CF 2220F - MEX Replacement on Tree

Rating: 2700
Tags: -
Solve time: 1m 1s
Verified: no

Solution

Problem Understanding

We have a rooted tree. Every vertex carries a unique value from the permutation $0,1,\dots,n-1$.

For a vertex $v$, look at all vertices on the root-to-$v$ path. Their values form a set $S_v$. Define

$$f(v)=\operatorname{MEX}(S_v),$$

the smallest non-negative value missing from that path.

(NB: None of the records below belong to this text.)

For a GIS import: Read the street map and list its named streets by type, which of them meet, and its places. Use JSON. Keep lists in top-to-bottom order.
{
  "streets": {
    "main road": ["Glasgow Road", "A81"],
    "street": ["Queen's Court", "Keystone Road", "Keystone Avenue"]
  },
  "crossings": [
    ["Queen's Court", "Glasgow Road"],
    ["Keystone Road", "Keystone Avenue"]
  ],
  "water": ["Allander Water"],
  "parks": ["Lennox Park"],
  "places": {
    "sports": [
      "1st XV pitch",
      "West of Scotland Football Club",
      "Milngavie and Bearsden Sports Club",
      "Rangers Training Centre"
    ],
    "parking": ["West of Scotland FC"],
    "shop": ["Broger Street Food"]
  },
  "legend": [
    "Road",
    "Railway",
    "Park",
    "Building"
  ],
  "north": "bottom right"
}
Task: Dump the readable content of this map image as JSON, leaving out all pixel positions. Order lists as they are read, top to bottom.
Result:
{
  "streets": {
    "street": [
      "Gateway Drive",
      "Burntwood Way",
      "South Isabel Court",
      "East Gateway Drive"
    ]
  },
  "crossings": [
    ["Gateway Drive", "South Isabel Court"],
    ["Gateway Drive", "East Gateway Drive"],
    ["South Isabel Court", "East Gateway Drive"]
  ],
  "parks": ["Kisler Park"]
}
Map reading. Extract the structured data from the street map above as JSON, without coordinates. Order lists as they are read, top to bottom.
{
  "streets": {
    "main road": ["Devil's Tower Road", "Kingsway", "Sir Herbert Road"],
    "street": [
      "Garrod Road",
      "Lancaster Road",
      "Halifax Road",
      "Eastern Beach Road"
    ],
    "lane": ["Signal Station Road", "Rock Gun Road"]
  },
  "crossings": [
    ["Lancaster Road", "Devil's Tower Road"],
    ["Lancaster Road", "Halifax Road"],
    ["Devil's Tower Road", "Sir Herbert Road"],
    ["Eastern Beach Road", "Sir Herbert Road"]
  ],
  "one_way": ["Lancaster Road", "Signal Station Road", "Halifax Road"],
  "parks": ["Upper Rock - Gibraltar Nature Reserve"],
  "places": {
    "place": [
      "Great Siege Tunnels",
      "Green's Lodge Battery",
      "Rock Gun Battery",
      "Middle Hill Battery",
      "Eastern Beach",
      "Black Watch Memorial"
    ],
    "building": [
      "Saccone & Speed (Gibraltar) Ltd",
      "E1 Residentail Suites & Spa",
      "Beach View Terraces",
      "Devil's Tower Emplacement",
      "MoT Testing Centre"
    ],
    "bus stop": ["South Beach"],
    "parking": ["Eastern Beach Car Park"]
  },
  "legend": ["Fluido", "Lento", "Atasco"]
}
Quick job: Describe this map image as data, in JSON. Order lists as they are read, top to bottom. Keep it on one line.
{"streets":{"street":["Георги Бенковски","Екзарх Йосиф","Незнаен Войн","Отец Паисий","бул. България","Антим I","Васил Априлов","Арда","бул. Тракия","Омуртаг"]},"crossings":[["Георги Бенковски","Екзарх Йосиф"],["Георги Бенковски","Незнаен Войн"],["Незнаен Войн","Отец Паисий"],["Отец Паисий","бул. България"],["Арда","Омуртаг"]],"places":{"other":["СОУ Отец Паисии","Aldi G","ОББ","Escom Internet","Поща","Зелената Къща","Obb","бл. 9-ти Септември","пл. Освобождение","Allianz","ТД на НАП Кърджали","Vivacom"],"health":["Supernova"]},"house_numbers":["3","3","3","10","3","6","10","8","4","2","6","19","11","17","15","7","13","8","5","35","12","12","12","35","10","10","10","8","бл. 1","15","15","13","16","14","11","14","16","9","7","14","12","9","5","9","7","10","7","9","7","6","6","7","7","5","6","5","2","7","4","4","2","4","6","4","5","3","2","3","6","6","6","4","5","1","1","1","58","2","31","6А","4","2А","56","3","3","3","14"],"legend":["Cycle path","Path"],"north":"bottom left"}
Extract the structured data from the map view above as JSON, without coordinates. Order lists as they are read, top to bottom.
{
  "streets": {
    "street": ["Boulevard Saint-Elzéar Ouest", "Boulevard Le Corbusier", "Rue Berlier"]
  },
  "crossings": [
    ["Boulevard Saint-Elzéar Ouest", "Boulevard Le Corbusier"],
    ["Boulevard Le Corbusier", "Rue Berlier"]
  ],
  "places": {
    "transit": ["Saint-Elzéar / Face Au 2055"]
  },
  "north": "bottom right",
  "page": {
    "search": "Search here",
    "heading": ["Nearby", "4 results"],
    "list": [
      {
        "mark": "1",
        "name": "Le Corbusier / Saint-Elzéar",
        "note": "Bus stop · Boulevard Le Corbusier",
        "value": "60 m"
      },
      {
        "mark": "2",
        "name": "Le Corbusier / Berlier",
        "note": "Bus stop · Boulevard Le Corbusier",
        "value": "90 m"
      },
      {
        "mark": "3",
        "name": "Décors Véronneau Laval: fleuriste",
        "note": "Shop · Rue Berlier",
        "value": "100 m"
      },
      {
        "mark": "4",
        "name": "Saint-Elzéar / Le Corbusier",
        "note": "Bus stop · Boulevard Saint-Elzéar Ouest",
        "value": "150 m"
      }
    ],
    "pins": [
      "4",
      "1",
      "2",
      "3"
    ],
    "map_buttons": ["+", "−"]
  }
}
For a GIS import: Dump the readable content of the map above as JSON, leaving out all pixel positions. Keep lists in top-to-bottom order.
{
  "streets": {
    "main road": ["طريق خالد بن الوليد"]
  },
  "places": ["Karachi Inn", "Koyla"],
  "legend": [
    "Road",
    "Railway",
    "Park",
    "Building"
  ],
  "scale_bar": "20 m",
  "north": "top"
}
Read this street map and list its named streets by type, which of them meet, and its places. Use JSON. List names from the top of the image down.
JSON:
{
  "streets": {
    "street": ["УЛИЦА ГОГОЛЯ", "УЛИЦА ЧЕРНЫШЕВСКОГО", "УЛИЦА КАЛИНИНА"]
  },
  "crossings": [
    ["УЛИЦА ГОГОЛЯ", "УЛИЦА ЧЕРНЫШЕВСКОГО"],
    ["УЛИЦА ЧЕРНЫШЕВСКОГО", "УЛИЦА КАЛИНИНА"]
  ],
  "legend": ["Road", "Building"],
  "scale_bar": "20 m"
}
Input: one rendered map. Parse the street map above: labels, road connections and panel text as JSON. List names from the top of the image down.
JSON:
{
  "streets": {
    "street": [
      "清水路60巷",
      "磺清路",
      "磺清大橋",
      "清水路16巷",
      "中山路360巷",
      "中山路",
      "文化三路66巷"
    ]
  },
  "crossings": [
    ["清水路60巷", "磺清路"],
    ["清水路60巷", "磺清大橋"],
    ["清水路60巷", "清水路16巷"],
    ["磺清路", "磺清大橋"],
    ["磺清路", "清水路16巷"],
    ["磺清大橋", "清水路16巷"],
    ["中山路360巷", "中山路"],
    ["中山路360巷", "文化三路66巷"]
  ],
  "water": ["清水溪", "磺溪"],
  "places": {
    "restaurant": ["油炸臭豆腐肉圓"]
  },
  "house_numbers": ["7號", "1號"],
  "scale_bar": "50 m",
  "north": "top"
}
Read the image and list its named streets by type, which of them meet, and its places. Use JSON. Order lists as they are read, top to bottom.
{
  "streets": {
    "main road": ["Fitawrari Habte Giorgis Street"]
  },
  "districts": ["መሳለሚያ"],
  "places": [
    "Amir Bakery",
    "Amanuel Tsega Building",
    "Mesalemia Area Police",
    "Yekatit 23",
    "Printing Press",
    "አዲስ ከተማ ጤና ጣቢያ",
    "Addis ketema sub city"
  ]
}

Without any operation, the score is

$$\sum_v f(v).$$

We may perform one modification. Pick a vertex $v$, compute its current $f(v)$, and overwrite $p_v$ with that value. After the replacement, all path MEX values are recomputed, producing a new total score. We want the maximum possible score.

The tree contains up to $2\cdot10^5$ vertices across all test cases. Any solution that tries every possible operation and recomputes all MEX values would require at least $O(n^2)$ work and is completely infeasible. Even $O(n\sqrt n)$ is uncomfortable at this scale. The target is roughly $O(n\log n)$.

The main difficulty is that changing one vertex affects every descendant. A naive update of all affected paths would repeatedly touch large subtrees.

Several edge cases are easy to mis-handle.

Consider a vertex whose value is already smaller than its path MEX.

root(0) -> child(2)

The child's path set is ${0,2}$, so $f=1$. Replacing value $2$ by $1$ looks beneficial because we insert the missing value, but it can actually decrease descendants' MEX values. Treating every replacement as a positive contribution is incorrect.

Another subtle case occurs when the inserted MEX already appears deeper on the path.

values on path: {0,1,3}
mex = 2

For a descendant that already contains value $2$, adding another $2$ changes nothing, while removing the old value may create a new hole. The effect is completely different from descendants where $2$ is absent.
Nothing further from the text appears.